● PROBLEM DETAILS
If a line includes "none", copy it out of the entries.

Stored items

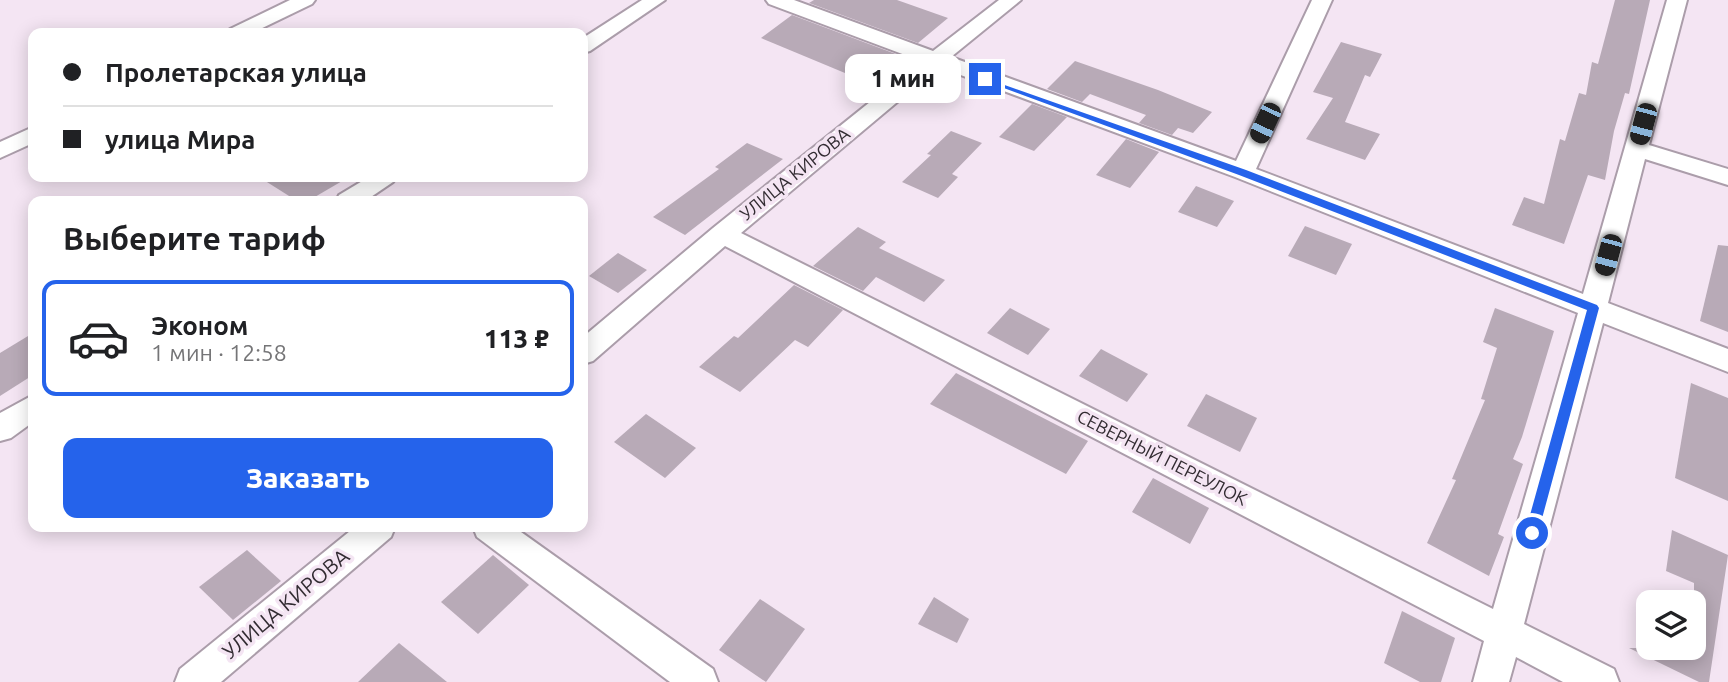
<!DOCTYPE html>
<html lang="ru">
<meta charset="utf-8">
<style>
:root{--surface:#fff;--page:#f2f2f2;--text:#202124;--muted:#757577;--line:#e0e0e0;--accent:#2563eb}
body{margin:0;font-family:Ubuntu,sans-serif;background:var(--page);color:var(--text);height:100vh;display:flex;flex-direction:column;font-size:26px;white-space:nowrap}
*{box-sizing:border-box;margin:0}
p{font-size:23px;color:var(--muted)}
.icon{flex:none;width:38px;height:38px;fill:none;stroke:currentColor;stroke-width:2;stroke-linecap:round;stroke-linejoin:round}
.map{position:relative;flex:1;overflow:hidden}
.sheet{position:absolute;left:28px;top:196px;width:560px;height:336px;display:flex;flex-direction:column;background:var(--surface);border-radius:14px;box-shadow:0 4px 18px #0003}
.sheet>*{flex:none}
.hud{position:absolute;left:28px;top:28px;width:560px;height:154px;border-radius:14px;box-shadow:0 4px 18px #0003;display:grid;align-content:center;height:154px;padding:0 35px;background:var(--surface)}
.fabs{position:absolute;left:1636px;top:590px;display:grid;gap:14px}
.fabs a{display:grid;place-items:center;width:70px;height:70px;border-radius:14px;background:var(--surface);box-shadow:0 4px 18px #0003;font-size:35px}
.end{position:absolute;width:32px;height:32px;margin:-16px;border:9px solid #2563eb;background:#fff;box-shadow:0 0 0 4px #fff}
.from{border-radius:50%}
.bubble{position:absolute;height:49px;border-radius:14px;background:var(--surface);box-shadow:0 4px 18px #0003;font-size:23px;font-weight:800;line-height:49px;text-align:center}
.car{position:absolute;width:21px;height:42px;margin:-21px -10px;border-radius:9px;box-shadow:0 0 5px 2px #0007;background:linear-gradient(#222 24%,#8ab4d8 0 40%,#222 0 76%,#8ab4d8 0 86%,#222 0)}
.hud b{display:flex;align-items:center;gap:24px;height:66px;font-size:26px}
.hud b+b{border-top:2px solid var(--line)}
.hud i{width:18px;height:18px;background:var(--text)}
ul{padding:0;list-style:none}
li{display:flex;align-items:center;gap:21px;height:116px;margin:0 14px 10px;padding:0 21px;border:4px solid transparent;border-radius:14px}
li div{flex:1}
li b{display:block;font-size:26px}
li em{font-style:normal;font-weight:800}
li.active{border-color:var(--accent)}
li>.icon{width:63px;height:63px;stroke-width:1.5}
h2{padding:0 35px;font-size:32px;line-height:84px}
.primary-button{display:flex;gap:14px;margin-top:auto;padding:14px 35px}
.primary-button a{flex:1;height:80px;border-radius:14px;background:var(--accent);color:#fff;font-size:28px;font-weight:800;line-height:80px;text-align:center}
.map>svg:first-child{display:block}
</style>
<div class="map">
<svg width="1728" height="682" viewBox="0 0 1728 682">
<rect width="100%" height="100%" fill="#f4e5f3"/>
<g fill="#b8aab7">
<path d="M 814,0 L 897,0 L 948,18 L 918,43 L 809,3 Z"/>
<path d="M 1615,0 L 1650,0 L 1629,94 L 1625,93 L 1614,131 L 1605,180 L 1588,175 L 1564,244 L 1512,225 L 1524,197 L 1544,204 L 1560,139 L 1565,141 L 1579,93 L 1586,95 L 1592,62 L 1598,64 Z"/>
<path d="M 792,15 L 901,56 L 869,83 L 761,38 Z"/>
<path d="M 1341,42 L 1382,54 L 1370,77 L 1365,75 L 1345,122 L 1380,134 L 1365,160 L 1306,139 L 1333,98 L 1313,92 Z"/>
<path d="M 1075,61 L 1158,90 L 1212,112 L 1193,133 L 1178,128 L 1172,135 L 1139,123 L 1146,115 L 1090,94 L 1082,102 L 1047,89 Z"/>
<path d="M 1032,104 L 1067,117 L 1034,151 L 999,137 Z"/>
<path d="M 951,131 L 982,143 L 952,174 L 958,177 L 938,198 L 902,182 L 931,155 L 927,154 Z"/>
<path d="M 1126,139 L 1159,152 L 1130,188 L 1096,175 Z"/>
<path d="M 747,143 L 783,159 L 685,235 L 653,217 L 719,169 L 715,167 Z"/>
<path d="M 259,177 L 349,177 L 308,201 L 297,201 Z"/>
<path d="M 1196,186 L 1234,201 L 1217,227 L 1178,212 Z"/>
<path d="M 1305,226 L 1352,244 L 1336,275 L 1288,256 Z"/>
<path d="M 858,227 L 886,242 L 879,248 L 945,280 L 924,302 L 876,277 L 863,291 L 813,266 Z"/>
<path d="M 1718,245 L 1728,246 L 1728,332 L 1700,321 Z"/>
<path d="M 618,253 L 647,270 L 618,293 L 589,276 Z"/>
<path d="M 794,285 L 843,310 L 808,347 L 795,340 L 740,392 L 699,367 L 734,336 L 738,338 Z"/>
<path d="M 1010,308 L 1050,329 L 1028,355 L 987,333 Z"/>
<path d="M 1495,308 L 1554,331 L 1522,437 L 1513,459 L 1523,464 L 1498,534 L 1504,537 L 1489,576 L 1427,543 L 1456,480 L 1452,479 L 1485,400 L 1481,399 L 1497,348 L 1483,342 Z"/>
<path d="M 33,333 L 33,375 L 0,396 L 0,353 Z"/>
<path d="M 1101,349 L 1148,374 L 1127,402 L 1079,376 Z"/>
<path d="M 956,373 L 1088,441 L 1066,474 L 930,404 Z"/>
<path d="M 1691,383 L 1728,398 L 1728,501 L 1675,478 Z"/>
<path d="M 1206,394 L 1257,418 L 1240,452 L 1187,426 Z"/>
<path d="M 646,414 L 696,448 L 665,478 L 614,442 Z"/>
<path d="M 1153,478 L 1209,508 L 1190,544 L 1132,512 Z"/>
<path d="M 1672,530 L 1728,555 L 1709,682 L 1699,682 L 1629,648 L 1694,648 L 1694,583 L 1666,571 Z"/>
<path d="M 247,550 L 281,581 L 233,620 L 199,587 Z"/>
<path d="M 493,555 L 529,585 L 478,634 L 441,602 Z"/>
<path d="M 934,597 L 969,619 L 957,643 L 918,624 Z"/>
<path d="M 760,599 L 805,629 L 766,682 L 719,650 Z"/>
<path d="M 1402,611 L 1455,638 L 1441,682 L 1420,682 L 1384,663 Z"/>
<path d="M 399,643 L 447,682 L 358,682 Z"/>
</g>
<g fill="none" stroke-linecap="round" stroke-linejoin="round">
<g stroke="#ab9daa" stroke-width="4">
<g id="minor">
<path d="M 290,0 L 315,0 L 312,4 L 252,33 L 227,33 L 230,29 Z"/>
<path d="M 642,0 L 665,0 L 590,51 L 583,53 L 583,38 Z"/>
<path d="M 766,0 L 794,0 L 933,51 L 999,0 L 1021,0 L 951,57 L 1236,161 L 1312,0 L 1332,0 L 1256,169 L 1583,294 L 1667,0 L 1687,0 L 1649,145 L 1728,169 L 1728,185 L 1645,159 L 1608,303 L 1728,349 L 1728,372 L 1603,323 L 1524,624 L 1614,669 L 1619,682 L 1563,682 L 1516,657 L 1509,682 L 1473,682 L 1484,641 L 725,246 L 593,361 L 583,364 L 583,337 L 713,228 L 921,61 L 769,4 ZM 939,67 L 1235,177 L 1578,313 L 1493,609 L 741,233 Z"/>
<path d="M 33,127 L 33,143 L 0,158 L 0,142 Z"/>
<path d="M 369,177 L 397,177 L 393,182 L 365,201 L 336,201 L 339,195 Z"/>
<path d="M 33,395 L 33,422 L 11,438 L 0,441 L 0,413 Z"/>
<path d="M 355,527 L 395,527 L 391,537 L 221,682 L 175,682 L 180,669 Z"/>
<path d="M 473,527 L 514,527 L 713,669 L 718,682 L 670,682 L 477,537 Z"/>
</g>
</g>
<use href="#minor" fill="#fff" fill-rule="evenodd"/>
</g>
<path fill="#2563eb" d="M 982,77 L 1246,170 L 1597,305 L 1599,308 L 1537,537 L 1527,537 L 1525,533 L 1587,310 L 1239,175 L 982,80 Z"/>
<g text-anchor="middle" stroke-width="7" stroke-linejoin="round" paint-order="stroke">
<g font-size="18" fill="#322c32" stroke="#f4e5f3">
<text transform="translate(795 174) rotate(-39)" y="6">УЛИЦА КИРОВА</text>
<text transform="translate(1162 458) rotate(27)" y="6">СЕВЕРНЫЙ ПЕРЕУЛОК</text>
</g>
<g font-size="21" fill="#322c32" stroke="#f4e5f3">
<text transform="translate(286 604) rotate(-40)" y="7">УЛИЦА КИРОВА</text>
</g>
</g>
</svg>
<div class="fabs">
<a><svg class="icon" aria-label="layers" viewBox="0 0 24 24"><path d="M12 4l9 5-9 5-9-5zM3 14l9 5 9-5"/></svg></a>
</div>
<i class="end from" style="left:1532px;top:533px"></i>
<i class="end" style="left:985px;top:79px"></i>
<div class="bubble" style="left:845px;top:54px;width:116px">1 мин</div>
<i class="car" style="left:1265px;top:123px;rotate:205deg"></i>
<i class="car" style="left:1643px;top:124px;rotate:195deg"></i>
<i class="car" style="left:1608px;top:255px;rotate:195deg"></i>
<div class="hud">
<b><i class="from"></i>Пролетарская улица</b>
<b><i></i>улица Мира</b>
</div>
<section class="sheet">
<h2>Выберите тариф</h2>
<ul>
<li class="active"><svg class="icon" aria-label="car" viewBox="0 0 24 24"><path d="M5 17H2v-5l4-1 3-4h7l3 4 3 1v5h-3M9 17h6M6 11h13"/><circle cx="7" cy="17" r="2"/><circle cx="17" cy="17" r="2"/></svg><div><b>Эконом</b><p>1 мин · 12:58</p></div><em>113 ₽</em></li>
</ul>
<div class="primary-button"><a>Заказать</a></div>
</section>
</div>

● OUTPUT OF THE TASK
.icon{flex:none;width:38px;height:38px;fill:none;stroke:currentColor;stroke-width:2;stroke-linecap:round;stroke-linejoin:round}
.sheet>*{flex:none}
ul{padding:0;list-style:none}
<g fill="none" stroke-linecap="round" stroke-linejoin="round">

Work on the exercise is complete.